Action: 3,200 store staff were downgraded from E5 to F3 (Frontline Worker). 800 headquarters staff retained E5. The annual cost dropped from $2.74M to $1.32M.

Result: $480K annual saving — achieved purely through licence right-sizing, with zero impact on user productivity. The savings funded the company's entire Copilot pilot programme.

Takeaway: Most organisations over-licence by default. Right-sizing before renewal ensures that any price increases apply to the correct — lower — baseline, and frees budget for genuinely valuable new capabilities.
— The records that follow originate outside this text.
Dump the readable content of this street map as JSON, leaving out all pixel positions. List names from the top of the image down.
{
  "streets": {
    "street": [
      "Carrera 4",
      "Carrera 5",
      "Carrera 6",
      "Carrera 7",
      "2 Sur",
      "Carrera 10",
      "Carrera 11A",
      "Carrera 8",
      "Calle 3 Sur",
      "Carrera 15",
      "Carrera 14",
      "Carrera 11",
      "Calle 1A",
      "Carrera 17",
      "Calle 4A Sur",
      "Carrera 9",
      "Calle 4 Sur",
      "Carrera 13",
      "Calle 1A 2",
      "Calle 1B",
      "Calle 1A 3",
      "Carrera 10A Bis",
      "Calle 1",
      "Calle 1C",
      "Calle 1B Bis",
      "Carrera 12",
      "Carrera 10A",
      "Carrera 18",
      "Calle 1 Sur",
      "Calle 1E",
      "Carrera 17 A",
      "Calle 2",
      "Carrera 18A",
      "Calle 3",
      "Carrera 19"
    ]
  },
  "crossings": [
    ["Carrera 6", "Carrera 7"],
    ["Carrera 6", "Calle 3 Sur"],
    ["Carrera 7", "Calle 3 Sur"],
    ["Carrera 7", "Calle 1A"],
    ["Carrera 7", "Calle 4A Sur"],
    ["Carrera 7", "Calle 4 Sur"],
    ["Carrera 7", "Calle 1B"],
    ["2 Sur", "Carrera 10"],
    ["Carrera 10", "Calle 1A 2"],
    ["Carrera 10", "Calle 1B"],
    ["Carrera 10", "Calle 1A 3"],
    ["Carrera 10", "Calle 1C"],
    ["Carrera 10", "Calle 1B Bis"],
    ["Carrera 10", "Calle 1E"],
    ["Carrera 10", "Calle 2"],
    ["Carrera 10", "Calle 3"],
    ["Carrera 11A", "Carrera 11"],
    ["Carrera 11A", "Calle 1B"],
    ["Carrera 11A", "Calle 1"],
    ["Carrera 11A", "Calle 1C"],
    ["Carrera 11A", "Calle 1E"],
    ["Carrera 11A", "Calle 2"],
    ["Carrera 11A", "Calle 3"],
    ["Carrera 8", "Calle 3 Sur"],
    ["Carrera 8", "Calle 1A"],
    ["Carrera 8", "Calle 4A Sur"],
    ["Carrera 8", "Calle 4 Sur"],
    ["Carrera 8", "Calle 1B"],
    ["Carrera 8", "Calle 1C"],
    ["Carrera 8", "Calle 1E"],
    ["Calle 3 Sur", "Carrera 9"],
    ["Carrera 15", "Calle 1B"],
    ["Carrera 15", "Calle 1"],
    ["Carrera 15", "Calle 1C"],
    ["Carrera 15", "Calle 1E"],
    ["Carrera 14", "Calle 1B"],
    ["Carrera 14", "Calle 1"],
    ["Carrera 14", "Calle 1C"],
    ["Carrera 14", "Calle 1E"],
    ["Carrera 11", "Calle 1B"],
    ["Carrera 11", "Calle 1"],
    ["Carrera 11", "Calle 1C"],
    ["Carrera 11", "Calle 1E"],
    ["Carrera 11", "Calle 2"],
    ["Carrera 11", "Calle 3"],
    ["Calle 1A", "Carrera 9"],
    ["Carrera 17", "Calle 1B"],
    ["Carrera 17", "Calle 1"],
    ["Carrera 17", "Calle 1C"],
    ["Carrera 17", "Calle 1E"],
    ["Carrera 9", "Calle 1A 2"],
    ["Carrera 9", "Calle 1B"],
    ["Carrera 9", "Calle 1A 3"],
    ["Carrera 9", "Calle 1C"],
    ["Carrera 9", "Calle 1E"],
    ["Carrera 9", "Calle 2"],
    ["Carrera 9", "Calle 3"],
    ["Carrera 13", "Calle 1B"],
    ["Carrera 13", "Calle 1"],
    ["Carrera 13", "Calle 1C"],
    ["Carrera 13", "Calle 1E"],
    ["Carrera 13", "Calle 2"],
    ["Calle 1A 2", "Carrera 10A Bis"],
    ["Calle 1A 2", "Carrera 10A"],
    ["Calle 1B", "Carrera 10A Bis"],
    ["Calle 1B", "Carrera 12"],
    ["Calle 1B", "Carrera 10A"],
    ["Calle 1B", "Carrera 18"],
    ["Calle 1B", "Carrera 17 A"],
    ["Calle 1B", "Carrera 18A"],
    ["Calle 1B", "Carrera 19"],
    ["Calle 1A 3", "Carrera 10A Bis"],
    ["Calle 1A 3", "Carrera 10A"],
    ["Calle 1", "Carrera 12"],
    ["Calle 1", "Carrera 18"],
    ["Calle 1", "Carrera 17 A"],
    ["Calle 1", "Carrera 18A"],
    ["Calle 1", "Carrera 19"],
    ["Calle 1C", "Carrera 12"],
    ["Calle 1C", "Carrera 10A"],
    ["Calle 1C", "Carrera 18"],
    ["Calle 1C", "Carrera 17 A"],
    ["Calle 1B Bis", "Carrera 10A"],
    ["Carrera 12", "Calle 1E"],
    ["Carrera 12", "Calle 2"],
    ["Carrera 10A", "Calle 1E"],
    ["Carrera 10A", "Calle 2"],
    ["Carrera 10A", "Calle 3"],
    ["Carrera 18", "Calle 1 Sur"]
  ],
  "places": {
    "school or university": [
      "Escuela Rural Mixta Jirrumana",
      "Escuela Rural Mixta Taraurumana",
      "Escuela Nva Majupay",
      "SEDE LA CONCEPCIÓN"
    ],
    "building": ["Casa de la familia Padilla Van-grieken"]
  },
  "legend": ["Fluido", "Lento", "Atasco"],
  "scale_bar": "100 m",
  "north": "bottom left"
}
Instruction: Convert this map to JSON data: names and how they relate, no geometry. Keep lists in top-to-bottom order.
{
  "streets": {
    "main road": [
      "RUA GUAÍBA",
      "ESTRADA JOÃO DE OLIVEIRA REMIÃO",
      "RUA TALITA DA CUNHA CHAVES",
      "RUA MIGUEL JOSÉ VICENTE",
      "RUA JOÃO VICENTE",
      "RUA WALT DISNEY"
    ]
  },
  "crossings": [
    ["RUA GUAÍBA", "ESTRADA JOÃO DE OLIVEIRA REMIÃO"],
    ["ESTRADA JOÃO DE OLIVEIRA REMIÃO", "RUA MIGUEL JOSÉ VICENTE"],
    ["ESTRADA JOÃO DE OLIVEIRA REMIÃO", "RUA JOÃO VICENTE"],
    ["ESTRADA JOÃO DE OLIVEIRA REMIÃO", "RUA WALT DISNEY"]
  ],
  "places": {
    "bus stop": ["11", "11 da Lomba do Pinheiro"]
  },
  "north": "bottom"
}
"The compound effect of Microsoft's layered price increases since 2022 means an M365 E3 licence that cost $32/user/month three years ago now costs $36 or more — a 12.5% increase before any add-ons. Organisations that did not lock in pricing or right-size during this period are paying significantly more for the same capabilities."

Trend 4: AI Licensing — Copilot and the New Cost Layer

Microsoft's push to integrate AI copilots into its product suite introduces an entirely new licensing cost category. Microsoft 365 Copilot — the headline offering — is priced at $30/user/month, a steep add-on that can increase per-user M365 costs by 50–100%. Security Copilot uses capacity-based pricing (tens of thousands annually), and Dynamics 365 and GitHub have their own AI add-ons.

Copilot Adoption ScenarioUsers Enabled (of 10,000)Annual Cost ($30/user/month)
Selective Pilot — 10%1,000~$360,000
Mid-Range Rollout — 50%5,000~$1,800,000
Full Deployment — 100%10,000~$3,600,000
1

Demand Pilot Programmes and Credits

Never pay full price from day one for unproven AI capabilities. Ask Microsoft for a 3–6 month pilot with 500 users at no charge or deep discount to evaluate Copilot's impact before committing budget. Microsoft has offered promotional trials for strategic customers — make it part of your negotiation.

2

Deploy Selectively by Role and Use Case

Plan deployment by demonstrated need, not hype. Software developers may benefit from GitHub Copilot, sales teams from Dynamics Sales Copilot, and analysts from M365 Copilot — but most other roles will see limited value. Start with high-impact areas, measure productivity gains, and expand only when ROI is demonstrated.

3

Keep AI as Separate Line Items

In your EA or MCA, list AI add-ons separately and treat them as optional. This gives you flexibility to opt in later or reduce if ROI does not materialise. Do not let Microsoft bury Copilot costs inside a bundled deal with opaque pricing — demand transparency and the contractual ability to remove AI licences independently.

4

Track Usage and Outcomes Rigorously

If you invest in AI licences, implement metrics from day one: adoption rates, time saved per user per week, tasks automated, and user satisfaction. This data arms you in future negotiations — if Copilot is not delivering value, you need evidence to justify reducing licences or negotiating lower pricing.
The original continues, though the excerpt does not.